Yes, if you automate your back office, that you need in your back office. But on the other hand, there will be new jobs created, and often these will not be a huge leap from the skillsets of back office workers. Creating algorithms, monitoring them – they won’t be totally autonomous, and the idea that there won’t be any people at all is probably going to go the way of the predictions we used to hear about with the paperless office.
It’s true that there have been some academic studies suggesting truly alarming job losses. I think one of the misconceptions is that there is a difference between automating tasks and automating whole jobs. The picture is a lot more nuanced than some of the doomsayers maintain.
There are other ways for employees to create value than repetitive tasks that require little creativity. Soft skills, for example, will become ever more important – whether its negotiation skills or a bedside manner, there are things AI just won’t be able to do in any realistic timeframe. I think we have gotten used as a society to the idea of working for a longer period of our lives and reskilling for various portions of our career – I’m not sure the AI challenge is significantly different to this.
Down the line, questions do arise about whether a five-day working week will be necessary to generate the same purchasing power, and many younger people talk about universal basic income as a solution to AI job losses. There can be no doubt that they are only going to become more salient with time. But again, this is on such a long time horizon that certainty becomes impossible.
Clearly, expectations are high. There is proof that certain things are working, but it’s also not hard to find areas where we may need to be a little more realistic. Look at fully autonomous cars – they have been ‘five years’ away for a lot longer than five years, and that’s not even factoring in the enormous legal obstacles you’d face if you filled major cities with computer-controlled vehicles.
I think we can look to the past few decades as a reference – computers arrived in every industry and every office quite a long time ago now.
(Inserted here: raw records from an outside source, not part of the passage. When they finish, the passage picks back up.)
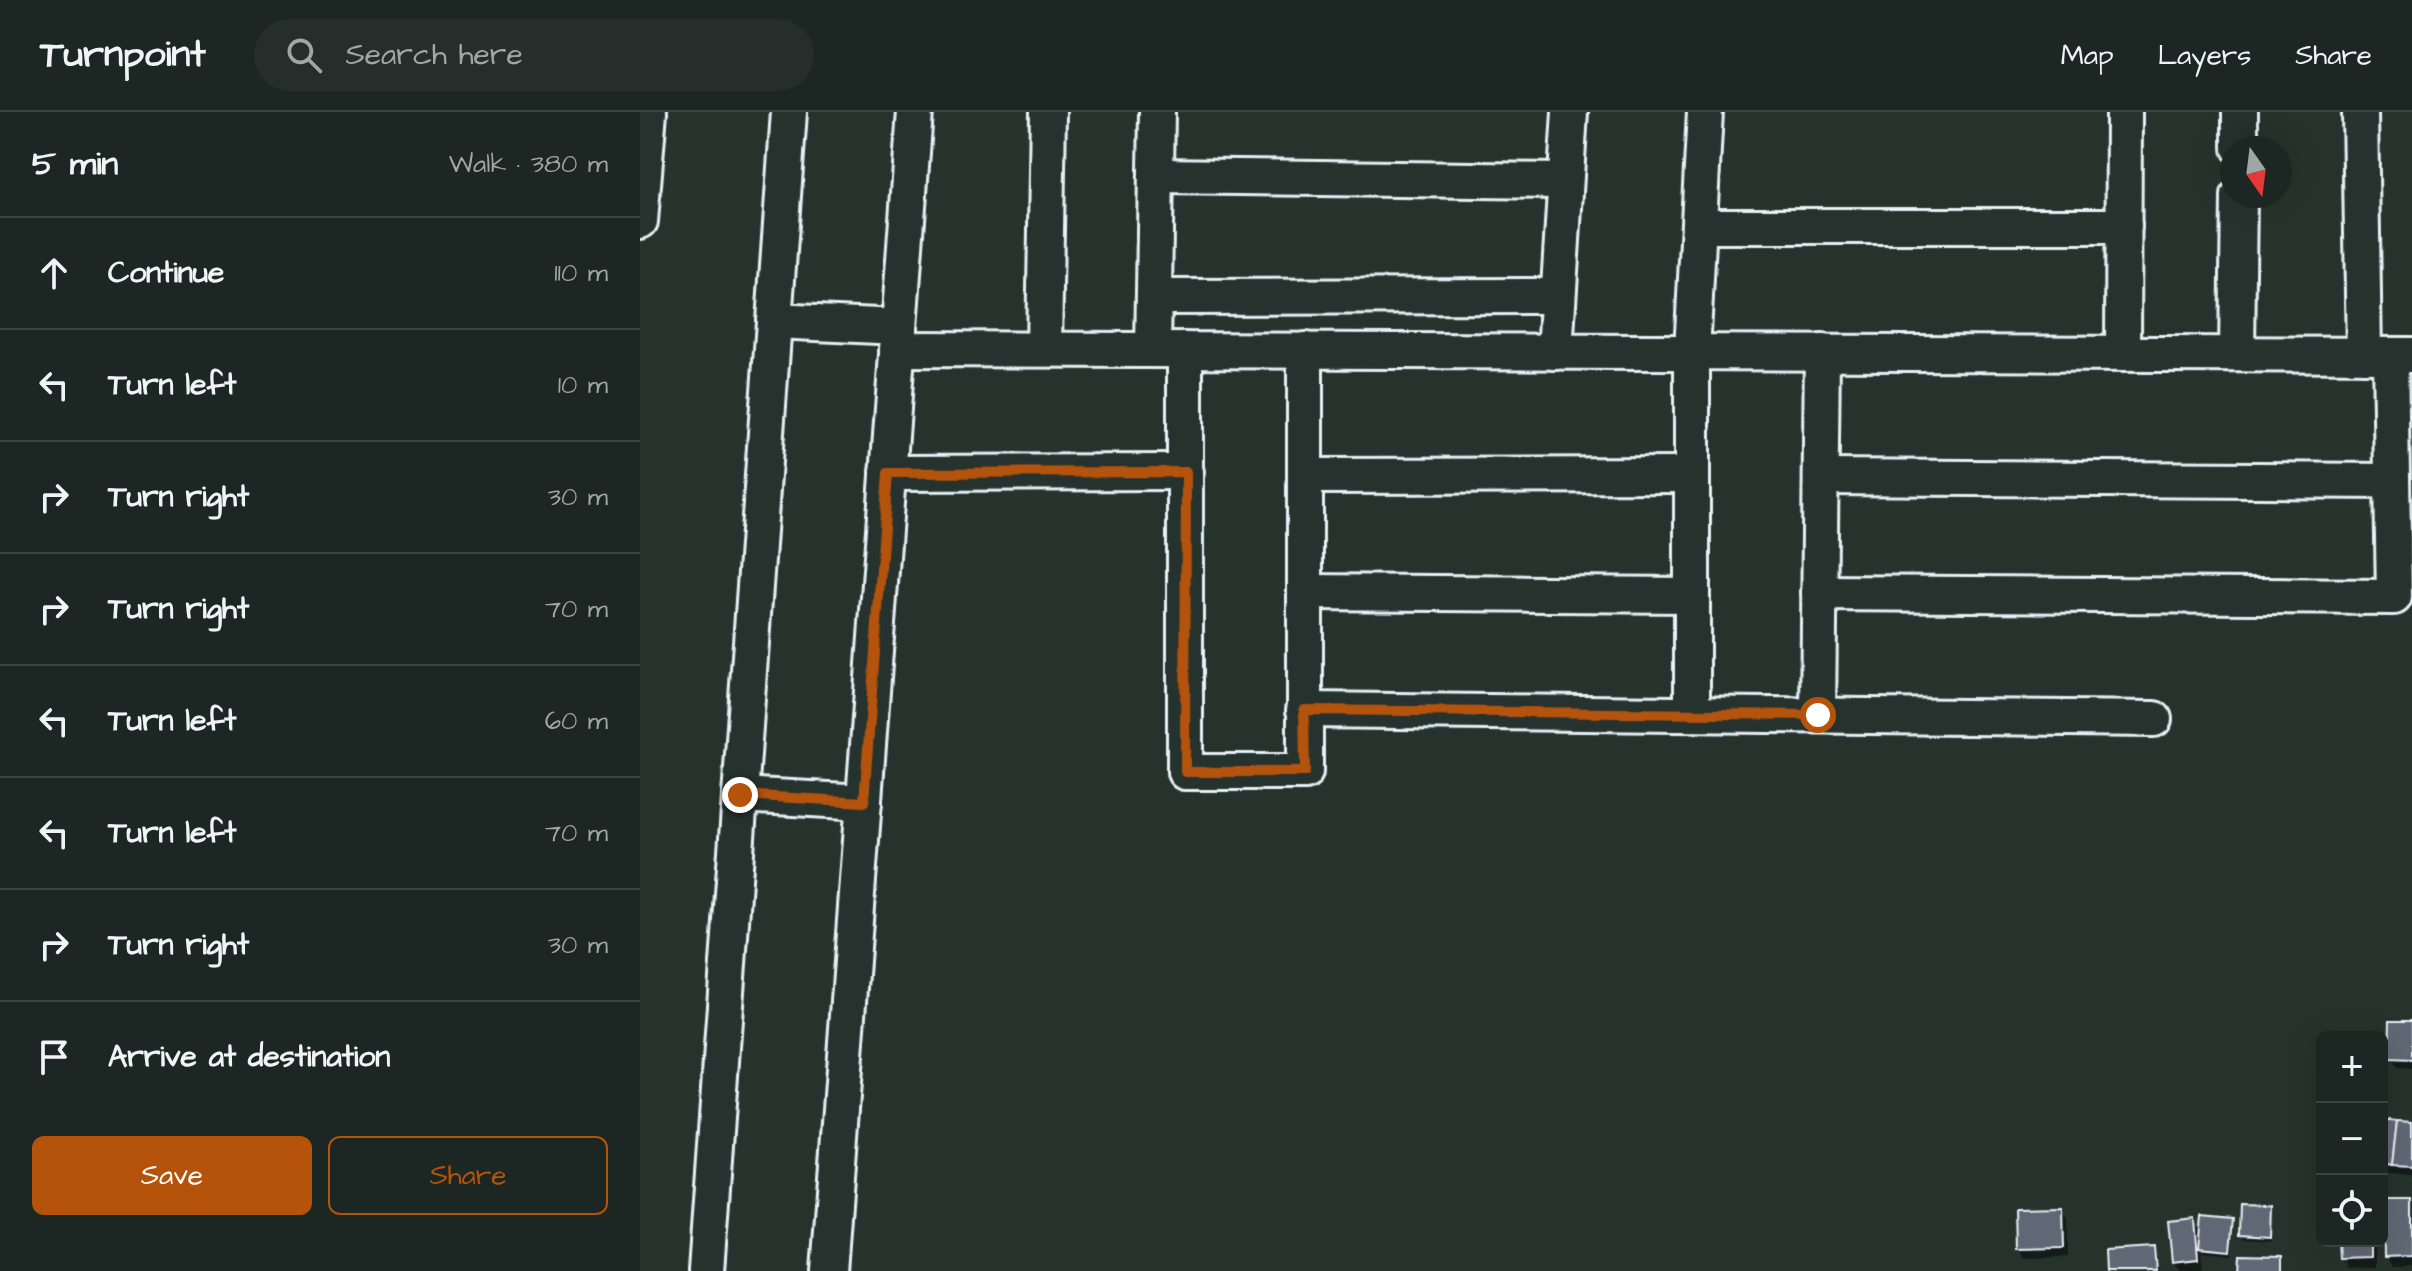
<!DOCTYPE html>
<html lang="en">
<head>
<meta charset="utf-8">
<style>
	:root { --surface:#1c2622; --page:#252e2a; --text:#f1f3f6; --muted:#a0a5a5; --line:#3a4340; --accent:#b45309 }
	body { margin:0; font-family:"Architects Daughter",sans-serif; background:var(--page); color:var(--text) }
	.controls { position:absolute; right:24px; bottom:24px; display:grid; overflow:hidden; border-radius:12px; box-shadow:0 8px 32px #0002 }
	.controls button { width:72px; height:72px; display:grid; place-items:center; padding:0; border:0; border-bottom:2px solid var(--line); background:var(--surface); color:var(--text); font:40px sans-serif }
	.compass { position:absolute; left:1580px; top:24px; width:72px; height:72px; border-radius:50%; background:var(--surface); box-shadow:0 8px 32px #0002; rotate:166deg }
	.stop { position:absolute; width:24px; height:24px; margin:-18px; border:6px solid #b45309; border-radius:50%; background:#fff }
	.stop.end { background:#b45309; border-color:#fff; box-shadow:0 2px 8px #0008 }
	.list { margin:0; padding:0; list-style:none }
	h2 { display:flex; justify-content:space-between; align-items:center; height:104px; margin:0; padding:0 32px; font-size:34px }
	h2 small { font-size:26px; font-weight:400; color:var(--muted) }
	.list li { display:grid; grid-template-columns:52px 1fr auto; gap:24px; align-items:center; box-sizing:border-box; height:112px; padding:0 32px; border-top:2px solid var(--line) }
	.list b { display:block; font-size:30px; white-space:nowrap }
	.list em { font-size:26px; font-style:normal; color:var(--muted) }
	.actions { display:flex; gap:16px; padding:24px 32px }
	.actions a { flex:1; padding:18px 0; border:2px solid var(--accent); border-radius:12px; text-align:center; font-size:28px; color:var(--accent) }
	.actions .main { background:var(--accent); color:#fff }
	.icon { flex:none; width:44px; height:44px; fill:none; stroke:currentColor; stroke-width:2; stroke-linecap:round; stroke-linejoin:round }
	.map { position:relative; flex:none; width:1772px; height:1159px; overflow:hidden }
	header { display:flex; align-items:center; gap:48px; box-sizing:border-box; height:112px; padding:0 40px; background:var(--surface); border-bottom:2px solid var(--line) }
	header strong { font-size:38px }
	nav { display:flex; gap:44px; margin-inline-start:auto; font-size:28px }
	.search { width:560px; height:72px; background:var(--page); display:flex; align-items:center; gap:20px; box-sizing:border-box; padding:0 28px; border-radius:44px; color:var(--muted); font-size:30px }
	main { display:flex }
	aside { flex:1; background:var(--surface) }
	.map>svg:first-child { display:block }
</style>
</head>
<body>
<header>
<strong>Turnpoint</strong>
<div class="search"><svg class="icon" aria-label="search" viewBox="0 0 24 24"><circle cx="10" cy="10" r="6"/><path d="M15 15l6 6"/></svg>Search here</div>
<nav><a>Map</a><a>Layers</a><a>Share</a></nav>
</header>
<main>
<aside>
<h2>5 min<small>Walk · 380 m</small></h2>
<ul class="list">
<li><svg class="icon" aria-label="ahead" viewBox="0 0 24 24"><path d="M12 20V5M6 11l6-6 6 6"/></svg><div><b>Continue</b></div><em>110 m</em></li>
<li><svg class="icon" aria-label="left" viewBox="0 0 24 24"><path d="M17 20v-9H6M10 6l-5 5 5 5"/></svg><div><b>Turn left</b></div><em>10 m</em></li>
<li><svg class="icon" aria-label="right" viewBox="0 0 24 24"><path d="M7 20v-9h11M14 6l5 5-5 5"/></svg><div><b>Turn right</b></div><em>30 m</em></li>
<li><svg class="icon" aria-label="right" viewBox="0 0 24 24"><path d="M7 20v-9h11M14 6l5 5-5 5"/></svg><div><b>Turn right</b></div><em>70 m</em></li>
<li><svg class="icon" aria-label="left" viewBox="0 0 24 24"><path d="M17 20v-9H6M10 6l-5 5 5 5"/></svg><div><b>Turn left</b></div><em>60 m</em></li>
<li><svg class="icon" aria-label="left" viewBox="0 0 24 24"><path d="M17 20v-9H6M10 6l-5 5 5 5"/></svg><div><b>Turn left</b></div><em>70 m</em></li>
<li><svg class="icon" aria-label="right" viewBox="0 0 24 24"><path d="M7 20v-9h11M14 6l5 5-5 5"/></svg><div><b>Turn right</b></div><em>30 m</em></li>
<li><svg class="icon" aria-label="arrive" viewBox="0 0 24 24"><path d="M6 21V4h12l-3 4 3 4H6"/></svg><div><b>Arrive at destination</b></div></li>
</ul>
<div class="actions"><a class="main">Save</a><a>Share</a></div>
</aside>
<div class="map">
<svg width="1772" height="1159" viewBox="0 0 1772 1159">
	<rect width="100%" height="100%" fill="#26332d"/>
	<filter id="ink" filterUnits="userSpaceOnUse"><feTurbulence type="fractalNoise" baseFrequency=".0125" numOctaves="2"/><feDisplacementMap in="SourceGraphic" scale="16" xChannelSelector="R" yChannelSelector="G"/><feConvolveMatrix kernelMatrix="1 2 1 2 8 2 1 2 1" color-interpolation-filters="sRGB"/></filter>
	<g filter="url(#ink)">
		<g fill="#0007">
			<path d="M1772,910v47l-15,-1 -6,-10z"/>
			<path d="M1742,1009l30,3v51l-30,-3z"/>
			<path d="M1772,1090v64l-20,1 -6,-11z"/>
			<path d="M1630,1095l1,34 -27,-2 -3,-4z"/>
			<path d="M1422,1097l6,10v38l-44,1 -6,-10z"/>
			<path d="M1554,1109l8,14 30,-14v34l-31,-3 2,17 -23,2 -6,-9z"/>
			<path d="M1700,1129h35v26l-28,1 -6,-11z"/>
			<path d="M1513,1137l6,22h-51z"/>
		</g>
		<g fill="#616875" stroke="#e8f1f8" stroke-width="2">
			<path d="M1750,908h22v40l-23,-1z"/>
			<path d="M1742,1007l15,2 -5,44 -10,-2z"/>
			<path d="M1757,1009l15,1v44l-20,-1z"/>
			<path d="M1743,1088h29v56l-28,1z"/>
			<path d="M1600,1092l31,1 -1,32 -31,-2z"/>
			<path d="M1423,1095l1,41 -48,1 -1,-41z"/>
			<path d="M1562,1104l31,3 -3,32 -31,-3z"/>
			<path d="M1555,1106l3,41 -26,3 -4,-41z"/>
			<path d="M1698,1129h32v16l-31,1z"/>
			<path d="M1514,1135l2,24h-50l-1,-21z"/>
			<path d="M1600,1143l42,1v15h-43z"/>
		</g>
		<g fill="none" stroke-linecap="round" stroke-linejoin="round">
			<defs>
				<g id="minor">
					<path d="M1720,0l4,243"/>
					<path d="M1600,36v-36"/>
					<path d="M516,64l409,5"/>
					<path d="M0,109l9,-109"/>
					<path d="M1059,114h425"/>
					<path d="M514,185l404,-1"/>
					<path d="M134,209l125,6"/>
					<path d="M257,237l1515,6"/>
					<path d="M404,237l4,-237"/>
					<path d="M513,238l4,-238"/>
					<path d="M545,238v422h120v-422"/>
					<path d="M915,240l15,-240"/>
					<path d="M1483,242l1,-242"/>
					<path d="M1597,242l2,-158"/>
					<path d="M248,361l298,-1"/>
					<path d="M665,364l387,-1"/>
					<path d="M1181,365l571,4"/>
					<path d="M665,480l387,3"/>
					<path d="M1179,481l575,4 -4,-242"/>
					<path d="M664,598l850,9"/>
					<path d="M1052,602v-362l13,-240"/>
					<path d="M1178,603l4,-363"/>
					<path d="M100,683l124,7"/>
					<path d="M66,1159l83,-1159"/>
					<path d="M189,1159l86,-1159"/>
				</g>
			</defs>
			<use href="#minor" stroke="#e8f1f8" stroke-width="40"/>
			<use href="#minor" stroke="#26332d" stroke-width="34"/>
		</g>
	</g>
	<g fill="none" stroke-linecap="round" stroke-linejoin="round" filter="url(#ink)">
		<path stroke="#b45309" stroke-width="10" d="M100,683l124,7 24,-329 298,-1 -1,300h120l-1,-62 514,5"/>
	</g>
</svg>
<div class="controls">
<button>+</button>
<button>−</button>
<button><svg class="icon" aria-label="locate" viewBox="0 0 24 24"><circle cx="12" cy="12" r="6"/><path d="M12 2v4M12 18v4M2 12h4M18 12h4"/></svg></button>
</div>
<svg class="compass" viewBox="-18 -18 36 36"><path d="M0-13l5 13h-10z" fill="#e53935"/><path d="M0 13l5-13h-10z" fill="#a0a5a5"/></svg>
<div class="stop" style="left:1178px;top:603px"></div>
<div class="stop end" style="left:100px;top:683px"></div>
</div>
</main>
</body>
</html>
While they radically changed how we work, ending things like typing pools, I don’t think there is a slam dunk case that in the developed world ICT alone has unlocked productivity on a grand scale.
There will be other factors of course like demographic trends and the macroeconomic picture, and with general purpose technologies it can be hard to draw causal links to specific outputs. But overall the digital economy has not been a machine to unlock enormous value and productivity across economies. It has changed things a great deal, of course – I don’t want to sound negative – but I think it’s hard to argue that the pace of development in, say, the last thirty years matches that between 1950 and 1980.
Bearing this in mind allows us to take a cool-headed approach to AI. I think people overestimate what AI can do in the short term, and underestimate what it can do in the long term. Not long ago, you could have guessed that software companies like Microsoft, hardware companies like Apple and a digital retailer like Amazon would become enormous – we could anticipate these opportunities. But not many people would have guessed that two of the most valuable companies in the world would be in search and social networking, and that’s not even going back that far.
Indeed, companies like Google and Facebook were able to build on the achievements and infrastructure of those who came before them, in an exponential curve of capability. That’s what I think AI will be like – we’ll see slow improvements at first, then the pace will be dizzying as innovation builds on innovation. The real excitement is going to be in seeing what companies and capabilities emerge that we can’t anticipate today.